They arent acting up currently, but when they do it’s hard to be positive about anything.

For me, there are a lot of things I want to do to make my life better. Sometimes the big picture seems so hard, and overwhelming.

Combine that with disappointments from the past, it’s easy to get a giant case of the fuck Its. When I start getting the fuck Its, my alcoholic thinking gets louder.

Is it worth it? Life is so hard I might as well be a drunk. Thoughts like that.

Sometimes really destructive drinking thoughts happen. Sometimes I catch myself daydreaming about the relapse from hell.

It’s easier for me to shoot those down than it is the subtle ones.

Everyone else drinks, I might as well too. I work hard. I deserve a beer. Thoughts like those are more dangerous than the destructive ones for me.

I’ve been feeling pretty comfortable in recovery for a while. It’s been easier. I’ve been working really hard on myself and my recovery.

Just the other day, I was romancing the idea of getting some pain pills for crab season. It hard knowing that I can’t kill the pain like I used to. Alcohol was a favorite go to if I had a toothache.

I couldn’t fit in time to get to the dentist, but my boss did. That’s really frustrating.

I wish the thoughts would go away entirely, maybe one day they will. I try to focus on how far I’ve come, instead of being disappointed with where I’m at.
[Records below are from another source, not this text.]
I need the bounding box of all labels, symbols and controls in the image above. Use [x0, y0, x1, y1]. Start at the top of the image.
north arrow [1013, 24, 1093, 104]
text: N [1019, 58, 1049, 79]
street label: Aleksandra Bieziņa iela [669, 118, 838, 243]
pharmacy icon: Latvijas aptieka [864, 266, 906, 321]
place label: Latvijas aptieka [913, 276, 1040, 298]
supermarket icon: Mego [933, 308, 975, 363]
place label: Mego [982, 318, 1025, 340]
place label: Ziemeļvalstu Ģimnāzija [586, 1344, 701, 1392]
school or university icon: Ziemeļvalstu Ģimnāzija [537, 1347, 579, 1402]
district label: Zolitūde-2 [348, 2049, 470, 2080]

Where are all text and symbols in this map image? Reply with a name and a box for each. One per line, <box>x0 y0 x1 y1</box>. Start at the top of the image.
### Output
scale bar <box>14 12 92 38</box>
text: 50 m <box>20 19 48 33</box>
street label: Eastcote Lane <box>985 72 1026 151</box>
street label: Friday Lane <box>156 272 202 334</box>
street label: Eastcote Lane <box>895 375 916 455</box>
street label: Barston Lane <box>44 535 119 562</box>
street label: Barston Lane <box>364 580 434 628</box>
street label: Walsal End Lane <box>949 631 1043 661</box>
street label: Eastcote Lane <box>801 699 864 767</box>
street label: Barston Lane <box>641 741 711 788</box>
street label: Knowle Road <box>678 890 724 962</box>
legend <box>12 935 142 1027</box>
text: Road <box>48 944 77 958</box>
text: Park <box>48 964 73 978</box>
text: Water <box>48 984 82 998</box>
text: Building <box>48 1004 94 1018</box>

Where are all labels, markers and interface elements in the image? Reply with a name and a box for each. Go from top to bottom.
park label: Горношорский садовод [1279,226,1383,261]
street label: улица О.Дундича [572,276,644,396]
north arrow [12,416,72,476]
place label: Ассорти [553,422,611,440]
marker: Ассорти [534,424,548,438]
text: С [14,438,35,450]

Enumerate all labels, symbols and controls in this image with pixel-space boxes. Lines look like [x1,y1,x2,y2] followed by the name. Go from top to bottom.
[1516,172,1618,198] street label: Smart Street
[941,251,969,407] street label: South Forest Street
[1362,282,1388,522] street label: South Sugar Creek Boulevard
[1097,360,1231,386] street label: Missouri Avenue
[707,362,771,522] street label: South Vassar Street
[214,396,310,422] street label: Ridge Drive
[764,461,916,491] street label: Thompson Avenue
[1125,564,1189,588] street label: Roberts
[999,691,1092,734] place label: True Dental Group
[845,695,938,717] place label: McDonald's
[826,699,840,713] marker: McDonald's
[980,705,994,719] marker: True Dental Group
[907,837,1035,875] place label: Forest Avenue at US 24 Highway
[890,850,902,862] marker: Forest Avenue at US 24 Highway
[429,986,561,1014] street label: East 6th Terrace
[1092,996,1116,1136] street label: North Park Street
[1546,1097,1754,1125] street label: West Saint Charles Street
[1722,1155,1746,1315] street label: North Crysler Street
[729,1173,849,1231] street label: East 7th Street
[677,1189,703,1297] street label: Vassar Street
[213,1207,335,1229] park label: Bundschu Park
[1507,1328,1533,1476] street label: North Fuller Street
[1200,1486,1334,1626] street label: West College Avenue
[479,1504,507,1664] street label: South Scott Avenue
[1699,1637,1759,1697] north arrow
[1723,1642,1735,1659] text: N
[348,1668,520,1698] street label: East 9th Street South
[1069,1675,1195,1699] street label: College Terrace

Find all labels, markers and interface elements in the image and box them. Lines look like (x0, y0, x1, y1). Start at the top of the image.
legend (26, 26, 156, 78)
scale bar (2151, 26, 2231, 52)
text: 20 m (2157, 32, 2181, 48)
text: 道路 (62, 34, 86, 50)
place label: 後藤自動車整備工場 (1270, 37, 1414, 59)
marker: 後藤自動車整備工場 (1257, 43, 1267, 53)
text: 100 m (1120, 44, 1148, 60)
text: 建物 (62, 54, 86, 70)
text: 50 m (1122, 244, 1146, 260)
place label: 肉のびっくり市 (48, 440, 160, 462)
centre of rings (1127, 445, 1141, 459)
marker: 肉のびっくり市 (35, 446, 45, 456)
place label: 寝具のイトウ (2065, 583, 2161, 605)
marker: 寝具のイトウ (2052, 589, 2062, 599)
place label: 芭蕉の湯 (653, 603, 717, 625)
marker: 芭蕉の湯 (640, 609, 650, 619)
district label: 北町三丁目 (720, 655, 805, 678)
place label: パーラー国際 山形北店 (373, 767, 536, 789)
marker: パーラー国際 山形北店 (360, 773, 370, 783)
Before my initial relapse from long term sobriety, I quit sharing about it. I kept my thoughts to myself. Hindsight being 2020. Thats when I was in the most danger. instead of looking for solution, I started nurturing my thoughts about drinking. It was all subtle thoughts. I thought about it from every angle until I convinced myself that I could drink again.

Keep sharing. Keep seeking solution. There is no magic moment that your cured from alcoholism. Its a daily reprieve. We are just a drink away from being drunks again.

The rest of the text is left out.